L’esplosione del vulcano sottomarino Hunga Tonga-Hunga Ha’apai, situato nell’omonima isola nel sud del Pacifico, lo scorso 15 gennaio ha sprigionato un’onda d’urto tanto forte che i suoi effetti erano ancora osservabili a distanza di alcuni giorni dall’eruzione. Lo hanno mostrato le variazioni di pressione atmosferica registrate dai rivelatori del progetto PolarquEEEst a Ny-Ålesund, nelle isole Svalbard. Finanziato dall’Istituto nazionale di fisica nucleare e dal Centro ricerche Enrico Fermi, in collaborazione coll’Istituto di scienze polari (Isp) del Cnr, il progetto ha come scopo il monitoraggio a varie latitudini dei raggi cosmici e delle loro corrispondenze con le condizioni atmosferiche.

Gli strumenti utilizzati per la ricerca si sono rivelati efficaci anche per comprendere i meccanismi fisici che si sono verificati nel corso dell’eruzione di Hunga Tonga. “Nel corso dei tempi geologici, le emissioni vulcaniche hanno rappresentato una delle principali cause delle variazioni della CO₂ atmosferica", spiega Riccardo Avanzinelli, docente di Petrologia e petrografia presso l’Università degli studi di Firenze e collaboratore dell’Istituto di geologia ambientale e geoingegneria (Igag) del Consiglio nazionale delle ricerche, coordinatore di uno studio con l’Università di Colonia sull'eccezionale quantità di CO₂ che l’Etna emette grazie alla presenza di serbatoi di carbonio presenti in profondità sotto la crosta terrestre dell’Italia meridionale. Per risalire alla radice di queste emissioni, i ricercatori hanno studiato il rapporto tra due elementi rari, il niobio e il tantalio. Lo studio ha rilevato la presenza, a circa 50 km di profondità, di strati di mantello arricchiti in carbonio. “Questo serbatoio potrebbe fornire un contributo importante per capire il ruolo del bilancio di anidride carbonica sia nel passato che nel presente e nei cambiamenti climatici del nostro Pianeta”, chiarisce il ricercatore.

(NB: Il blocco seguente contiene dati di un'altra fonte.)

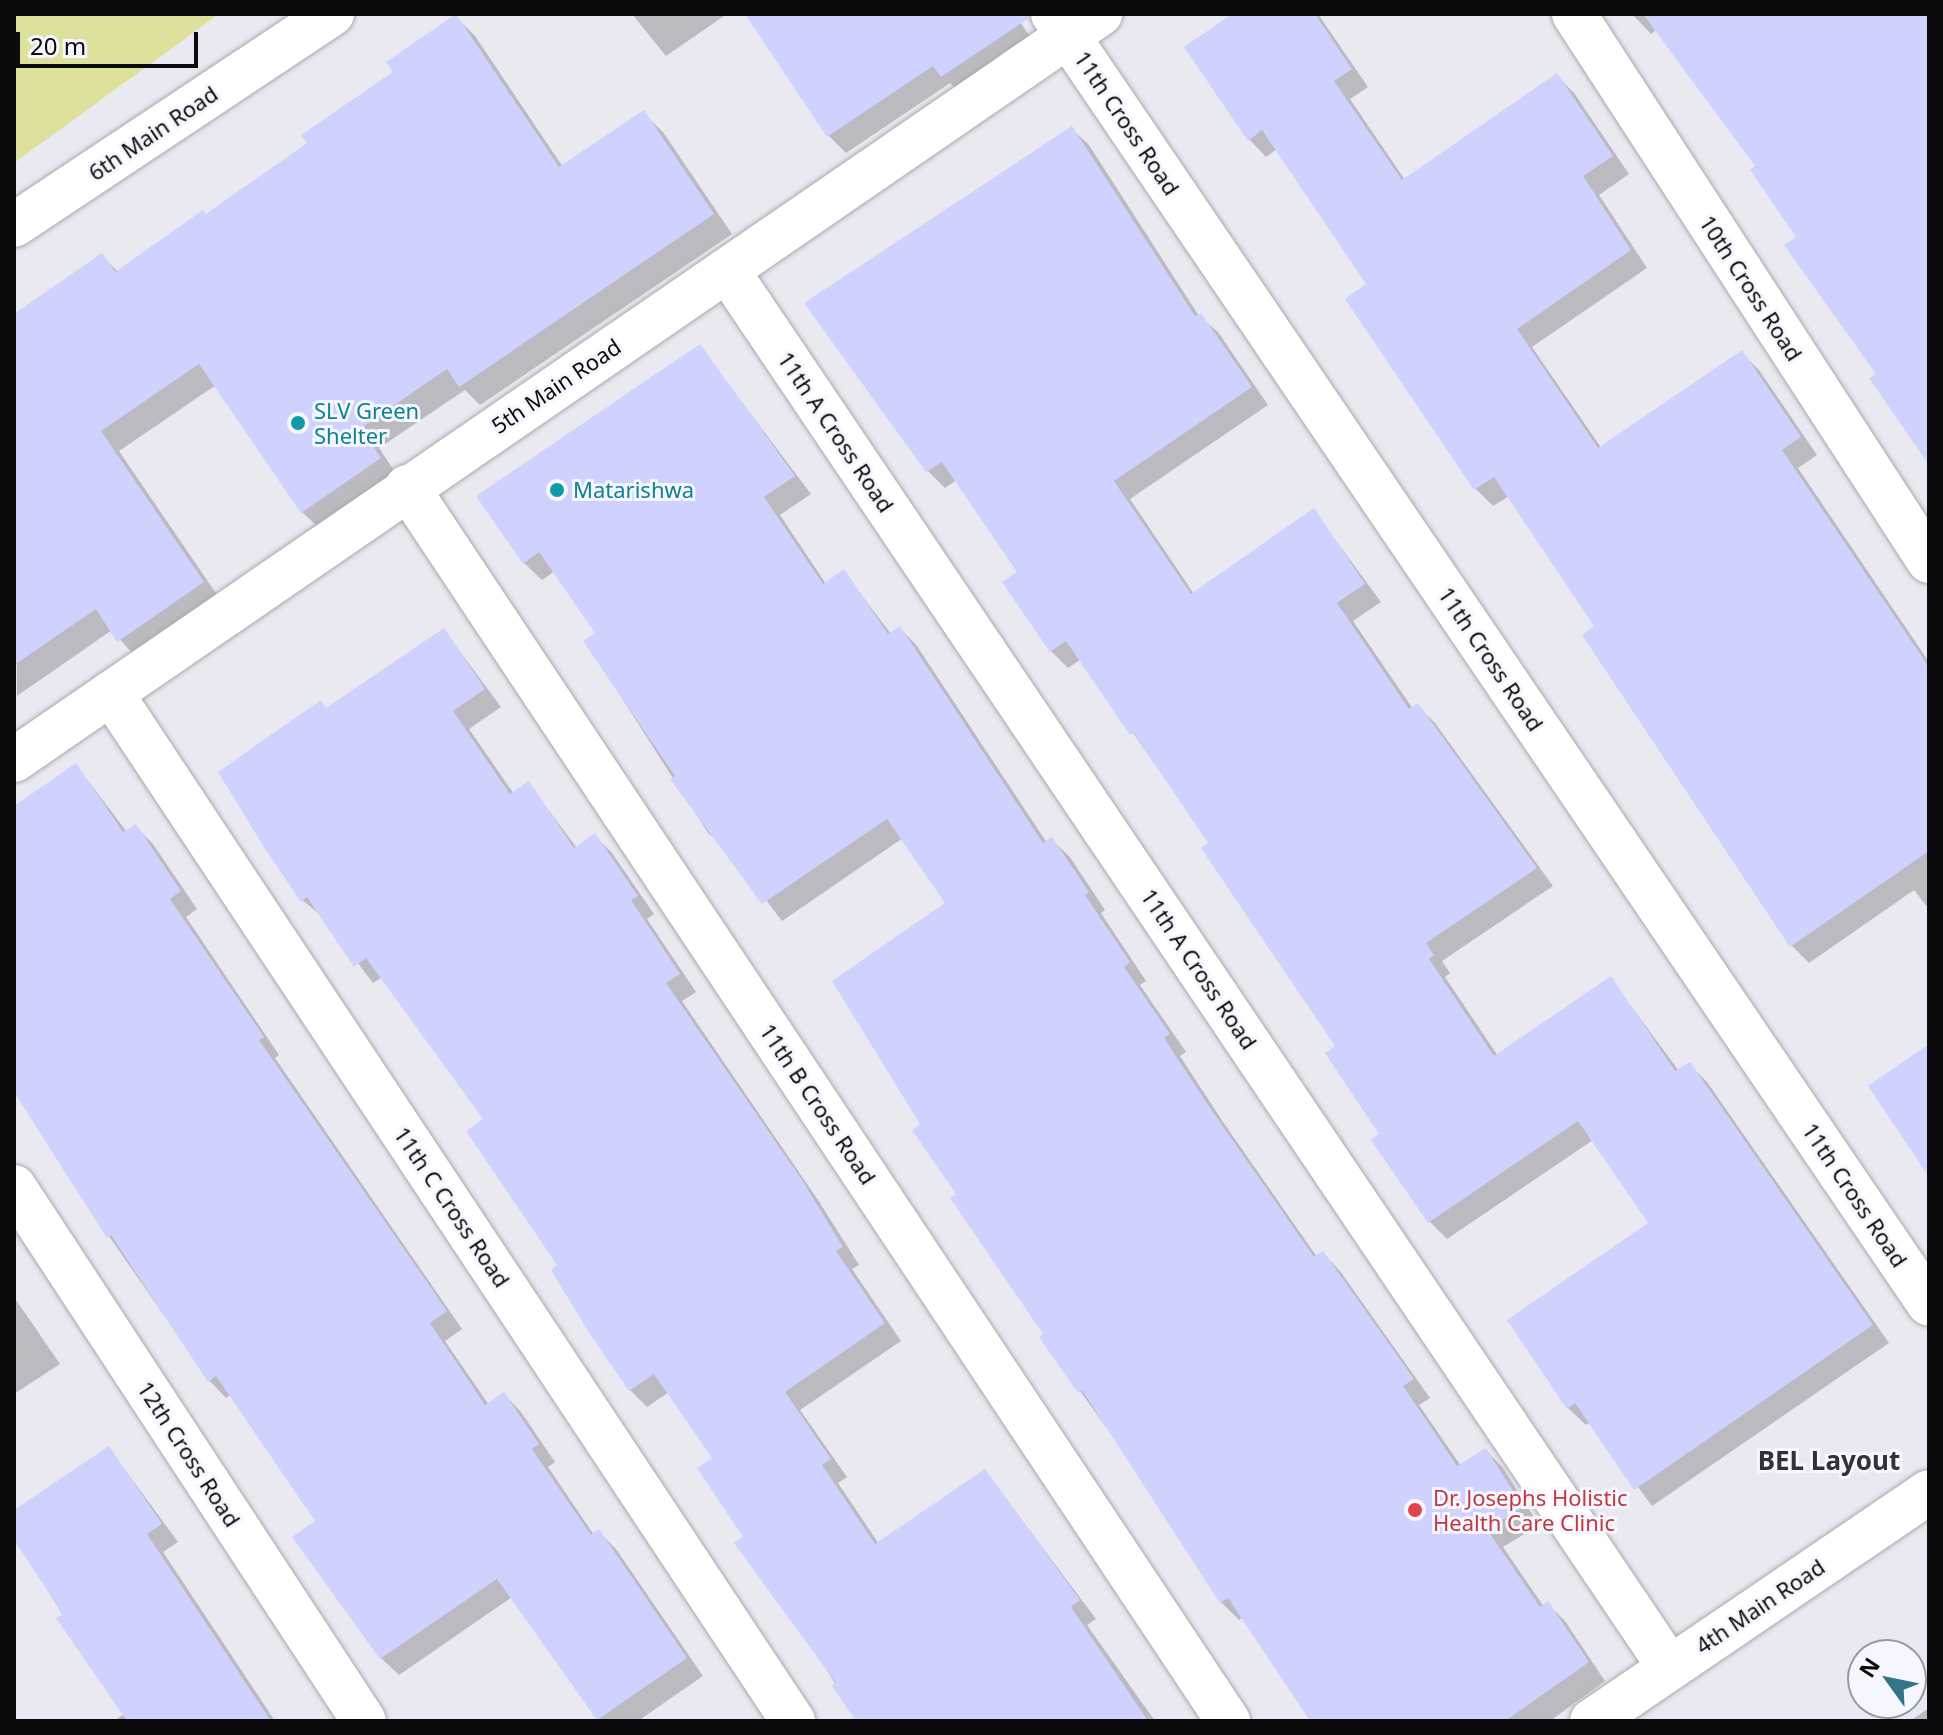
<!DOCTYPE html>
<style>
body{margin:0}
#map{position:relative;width:1943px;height:1735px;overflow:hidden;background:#e9e9f1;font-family:"Noto Sans",sans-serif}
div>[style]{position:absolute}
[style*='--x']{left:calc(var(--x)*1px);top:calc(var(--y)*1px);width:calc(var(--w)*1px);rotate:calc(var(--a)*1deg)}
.green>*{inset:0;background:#dde19c}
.shadow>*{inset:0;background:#0003}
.building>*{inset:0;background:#cfd1fe}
.roads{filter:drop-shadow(0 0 2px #a9a9b1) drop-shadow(0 0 2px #a9a9b1)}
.minor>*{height:44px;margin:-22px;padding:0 22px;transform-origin:22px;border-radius:22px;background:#fff}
.dots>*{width:22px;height:22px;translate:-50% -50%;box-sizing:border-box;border:4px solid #f6f6fe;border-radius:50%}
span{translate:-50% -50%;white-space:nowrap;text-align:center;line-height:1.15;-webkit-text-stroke:6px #f6f6fe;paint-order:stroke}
.street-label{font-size:22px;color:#0b0b0e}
.culture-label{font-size:22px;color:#0d838f}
.left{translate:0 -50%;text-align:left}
.health-label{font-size:22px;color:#be3a42}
.quarter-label{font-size:26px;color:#313137;font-weight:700}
.frame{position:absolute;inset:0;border:16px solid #0b0b0e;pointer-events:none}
.north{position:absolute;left:1847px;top:1639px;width:80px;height:80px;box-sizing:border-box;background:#f6f6fe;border:2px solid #98989e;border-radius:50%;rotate:303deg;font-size:22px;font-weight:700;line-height:32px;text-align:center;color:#0b0b0e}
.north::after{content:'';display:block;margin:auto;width:28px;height:36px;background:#337587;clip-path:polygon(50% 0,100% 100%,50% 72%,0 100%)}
.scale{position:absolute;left:16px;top:32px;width:182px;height:36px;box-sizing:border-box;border:4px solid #0b0b0e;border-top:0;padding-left:10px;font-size:24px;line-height:28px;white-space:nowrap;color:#0b0b0e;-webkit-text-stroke:6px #f6f6fe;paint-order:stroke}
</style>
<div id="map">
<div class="green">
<i style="clip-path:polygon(14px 14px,219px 14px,14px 163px)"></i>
</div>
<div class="shadow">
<i style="clip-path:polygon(632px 14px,727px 14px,666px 56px)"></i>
<i style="clip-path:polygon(747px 14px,1015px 14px,1034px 43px,960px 93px,950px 83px,846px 153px,829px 136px)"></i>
<i style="clip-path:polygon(1236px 14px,1318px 14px,1368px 87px,1350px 99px,1405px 180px,1557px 76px,1574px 93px,1629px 174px,1599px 195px,1647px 268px,1532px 347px,1602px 449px,1741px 353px,1759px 370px,1817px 455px,1798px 468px,1929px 662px,1929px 909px,1914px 890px,1809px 963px,1792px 946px,1585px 635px,1597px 626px,1509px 496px,1493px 506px,1476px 489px,1348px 299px,1369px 284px,1277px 149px,1266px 157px,1249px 139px)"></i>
<i style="clip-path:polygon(1632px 14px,1929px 14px,1929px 462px,1758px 167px,1656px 30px,1651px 34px)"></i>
<i style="clip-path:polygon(456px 17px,475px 36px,563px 167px,643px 113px,663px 132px,732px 234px,480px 405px,465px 390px,379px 448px,399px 478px,322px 531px,302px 512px,216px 385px,119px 451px,222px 602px,138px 660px,112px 630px,17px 696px,14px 316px,102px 256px,118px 272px,207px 216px,310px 144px)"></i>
<i style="clip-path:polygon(1071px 128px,1089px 145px,1199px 316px,1218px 332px,1268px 405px,1130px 499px,1194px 594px,1314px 511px,1381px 602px,1353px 621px,1413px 709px,1418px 706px,1435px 723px,1553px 886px,1442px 961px,1450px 973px,1445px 977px,1498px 1056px,1611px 979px,1679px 1071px,1689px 1064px,1707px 1082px,1889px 1343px,1652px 1506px,1590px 1422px,1586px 1425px,1568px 1408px,1651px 1223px,1593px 1140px,1447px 1239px,1430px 1222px,1338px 1047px,1211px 844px,1081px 659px,1068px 668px,1051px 651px,1019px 573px,957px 480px,945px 488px,928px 471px)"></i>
<i style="clip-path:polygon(700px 347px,811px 494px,780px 515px,826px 584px,844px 572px,891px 634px,900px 628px,917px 646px,1047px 843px,1052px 840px,1070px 857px,1105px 910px,1101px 913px,1146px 981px,1140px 985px,1186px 1052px,1180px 1056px,1223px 1122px,1317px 1257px,1323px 1253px,1340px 1271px,1430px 1398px,1419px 1405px,1461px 1466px,1486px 1450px,1503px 1468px,1539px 1525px,1503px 1547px,1544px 1607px,1548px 1604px,1565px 1621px,1605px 1681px,1550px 1721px,1313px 1721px,1243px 1617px,1239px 1620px,1221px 1602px,1139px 1473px,1042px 1338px,1046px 1335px,959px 1194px,923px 1125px,948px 904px,903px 838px,782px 921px,727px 849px,708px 833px,586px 642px,598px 634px,555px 571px,542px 580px,524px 563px)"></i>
<i style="clip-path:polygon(444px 630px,501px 707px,469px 729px,514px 794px,529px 784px,577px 848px,595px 836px,612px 853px,654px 914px,647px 919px,696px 992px,682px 1001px,818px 1200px,859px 1265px,852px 1269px,901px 1341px,800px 1410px,847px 1477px,838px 1483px,879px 1544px,985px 1471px,1096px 1619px,1087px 1625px,1155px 1721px,858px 1721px,745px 1537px,714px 1459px,669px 1392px,647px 1407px,630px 1390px,486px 1119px,382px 977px,373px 983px,322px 916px,302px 900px,327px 709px)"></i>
<i style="clip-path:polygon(76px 765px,127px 832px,135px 826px,153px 844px,197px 909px,186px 917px,279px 1055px,275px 1058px,462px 1329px,445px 1341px,489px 1405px,504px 1394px,521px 1412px,555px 1462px,548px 1467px,594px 1535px,599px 1532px,616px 1549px,703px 1676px,638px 1721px,601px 1721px,512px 1597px,399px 1675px,381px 1658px,317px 1521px,231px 1394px,226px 1398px,209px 1380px,72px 1183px,14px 1087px,14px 808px)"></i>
<i style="clip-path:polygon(14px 1297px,60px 1364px,14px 1394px)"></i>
<i style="clip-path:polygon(109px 1448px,178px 1542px,163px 1552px,275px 1721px,114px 1721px,124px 1714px,14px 1536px,14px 1512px)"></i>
<i style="clip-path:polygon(1929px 1708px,1929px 1721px,1910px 1721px)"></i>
</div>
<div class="building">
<i style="clip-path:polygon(456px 14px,559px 167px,644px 110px,714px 214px,459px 387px,447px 369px,361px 428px,381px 458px,301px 513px,199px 364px,101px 431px,204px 582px,117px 642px,96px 609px,14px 665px,14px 314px,102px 253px,115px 272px,203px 210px,206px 214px,307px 143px,301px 135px,393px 72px,386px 62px)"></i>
<i style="clip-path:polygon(745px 14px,1028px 14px,1029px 18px,941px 77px,933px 66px,827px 137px)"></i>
<i style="clip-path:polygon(1232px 14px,1315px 14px,1352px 69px,1334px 81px,1402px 180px,1557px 73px,1613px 156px,1583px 176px,1631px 250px,1517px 329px,1598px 448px,1742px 350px,1801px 437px,1782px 450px,1929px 667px,1929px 851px,1790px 947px,1582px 635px,1594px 626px,1494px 477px,1474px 490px,1345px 299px,1366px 284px,1262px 130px,1248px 141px,1184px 47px)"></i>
<i style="clip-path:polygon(1643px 14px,1929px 14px,1929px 465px,1869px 378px,1876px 374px,1784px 245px,1796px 237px,1750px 170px,1755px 166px)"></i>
<i style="clip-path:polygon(1072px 126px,1195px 316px,1201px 313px,1252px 387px,1114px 481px,1191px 594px,1314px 508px,1365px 584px,1337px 603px,1409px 709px,1418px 703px,1537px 868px,1426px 943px,1434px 955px,1429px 959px,1494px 1056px,1611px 976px,1675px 1071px,1690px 1062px,1873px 1325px,1634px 1490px,1575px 1403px,1567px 1409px,1507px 1320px,1648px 1223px,1578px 1121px,1428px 1223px,1371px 1140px,1379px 1134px,1325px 1053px,1335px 1046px,1201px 848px,1208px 843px,1133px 732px,1130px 735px,1066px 641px,1050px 652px,1002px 582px,1017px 572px,942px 462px,926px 472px,804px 303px)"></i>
<i style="clip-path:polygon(700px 344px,795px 476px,764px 497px,823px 584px,844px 569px,888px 634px,900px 626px,1043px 843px,1052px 837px,1089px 892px,1085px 895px,1130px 962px,1124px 967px,1170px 1034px,1164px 1038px,1206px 1102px,1314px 1257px,1323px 1251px,1414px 1379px,1403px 1386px,1457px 1466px,1486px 1448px,1523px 1507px,1487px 1529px,1540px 1607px,1548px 1601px,1589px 1662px,1505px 1721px,1310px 1721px,1228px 1598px,1220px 1603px,1082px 1390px,1078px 1393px,1039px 1337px,1043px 1334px,950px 1198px,956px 1194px,912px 1130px,920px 1124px,832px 981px,945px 903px,887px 819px,762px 904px,670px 779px,675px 776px,583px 641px,595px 633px,539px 552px,523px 564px,476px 496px)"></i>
<i style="clip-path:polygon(444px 628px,485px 689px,453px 711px,510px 794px,529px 781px,574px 848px,595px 833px,638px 896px,631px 900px,680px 974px,666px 983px,802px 1180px,843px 1247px,836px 1251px,885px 1323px,785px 1392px,831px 1459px,822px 1465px,875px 1544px,985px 1469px,1080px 1600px,1071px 1607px,1148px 1721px,856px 1721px,832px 1686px,836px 1683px,734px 1543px,743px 1537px,697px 1468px,712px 1458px,654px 1374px,629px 1391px,588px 1331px,551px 1270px,557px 1265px,466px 1131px,483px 1119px,366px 958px,354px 967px,307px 897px,301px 902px,264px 847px,218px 772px,321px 700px,326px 708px)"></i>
<i style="clip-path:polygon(76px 763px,123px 832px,136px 824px,181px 891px,170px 899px,264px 1037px,259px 1040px,447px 1311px,430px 1323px,485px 1405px,504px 1392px,539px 1444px,532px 1449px,591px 1535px,599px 1529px,687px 1658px,597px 1720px,497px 1579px,380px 1659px,292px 1537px,315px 1521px,216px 1376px,208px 1382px,111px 1235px,107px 1238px,14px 1092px,14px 806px)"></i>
<i style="clip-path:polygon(1929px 1044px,1929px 1177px,1868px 1086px)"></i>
<i style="clip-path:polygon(109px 1446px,162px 1524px,147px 1534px,271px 1721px,127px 1721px,56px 1618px,63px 1614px,14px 1540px,14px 1510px)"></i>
</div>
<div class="roads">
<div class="minor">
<i style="--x:1053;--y:14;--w:1559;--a:55.82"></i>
<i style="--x:1574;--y:14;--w:652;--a:57.02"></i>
<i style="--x:14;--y:225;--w:382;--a:-33.6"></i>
<i style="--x:727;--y:270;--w:1686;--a:56"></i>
<i style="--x:407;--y:487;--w:1482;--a:56.36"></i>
<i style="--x:111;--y:693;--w:1234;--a:56.44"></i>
<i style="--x:14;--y:760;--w:1318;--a:-34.49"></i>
<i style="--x:14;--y:1187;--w:638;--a:56.76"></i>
<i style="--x:1592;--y:1721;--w:407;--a:-34.2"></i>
</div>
</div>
<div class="dots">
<i style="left:298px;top:423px;background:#0f9aa8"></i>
<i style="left:557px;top:490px;background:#0f9aa8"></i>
<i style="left:1415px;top:1510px;background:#e0444e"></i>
</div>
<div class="street-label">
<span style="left:1127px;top:123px;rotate:56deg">11th Cross Road</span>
<span style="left:153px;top:133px;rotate:-34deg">6th Main Road</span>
<span style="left:1751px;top:288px;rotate:57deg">10th Cross Road</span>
<span style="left:556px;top:386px;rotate:-34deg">5th Main Road</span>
<span style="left:836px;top:432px;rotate:56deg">11th A Cross Road</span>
<span style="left:1491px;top:659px;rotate:56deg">11th Cross Road</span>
<span style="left:1199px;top:969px;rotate:56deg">11th A Cross Road</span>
<span style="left:818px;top:1104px;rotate:56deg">11th B Cross Road</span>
<span style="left:1855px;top:1195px;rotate:56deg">11th Cross Road</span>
<span style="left:452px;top:1207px;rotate:56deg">11th C Cross Road</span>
<span style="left:189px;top:1454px;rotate:57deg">12th Cross Road</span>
<span style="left:1760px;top:1606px;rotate:-34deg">4th Main Road</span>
</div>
<div class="culture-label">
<span class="left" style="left:314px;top:423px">SLV Green<br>Shelter</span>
<span class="left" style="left:573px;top:490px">Matarishwa</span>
</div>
<div class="health-label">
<span class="left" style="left:1433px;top:1510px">Dr. Josephs Holistic<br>Health Care Clinic</span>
</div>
<div class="quarter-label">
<span style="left:1829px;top:1461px">BEL Layout</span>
</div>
<div class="frame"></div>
<div class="north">N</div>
<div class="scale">20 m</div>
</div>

Nell’ambito della prevenzione delle attività sismiche e vulcaniche, il Cnr-Igag ha condotto poi uno studio sulle anomalie geochimiche. “Per arrivare un giorno a stabilire se sia possibile valutare anomalie-precursori e quali, bisogna prima di tutto comprendere se tali fenomeni abbiano lasciato un segno ormai fossile ma identificabile nelle rocce”, spiega Andrea Billi. “A tale proposito, lo studio geochimico sulle rocce di faglia del Monte Morrone in Abruzzo ha mostrato la presenza di fluidi ricchi in vanadio, segno di antiche anomalie. Tali fluidi risalirebbero verso la superficie terrestre settimane o addirittura mesi prima di terremoti forti e intermedi. Sebbene la previsione di tali eventi non sia ancora dietro l’angolo, queste ricerche suscitano grande interesse scientifico”.

Vesuvio

Nella stessa direzione va anche uno studio condotto dall’Istituto politecnico federale di Zurigo e da due ricercatori italiani sulla possibilità di una nuova eruzione del Vesuvio simile a quella che distrusse Pompei ed Ercolano nel 79 d.C. “L’analisi dei granati magmatici, cristalli che si formano nella parte più profonda delle camere magmatiche, offre importanti informazioni sui tempi di accumulo dei magmi prima dell’eruzione. Ciò, ovviamente, non fornisce indicazioni esatte su quando avverrà la prossima eruzione del Vesuvio, uno dei vulcani più monitorati d’Europa, ma può segnalare una ripresa della sua attività vulcanica. La cristallizzazione dei granati nel magma precedeva infatti dai 1.000 ai 5.000 anni le eruzioni più potenti”, conclude Roberto Sulpizio del Dipartimento di scienze della terra e ambientali dell’Università di Bari e collaboratore del Cnr-Igag.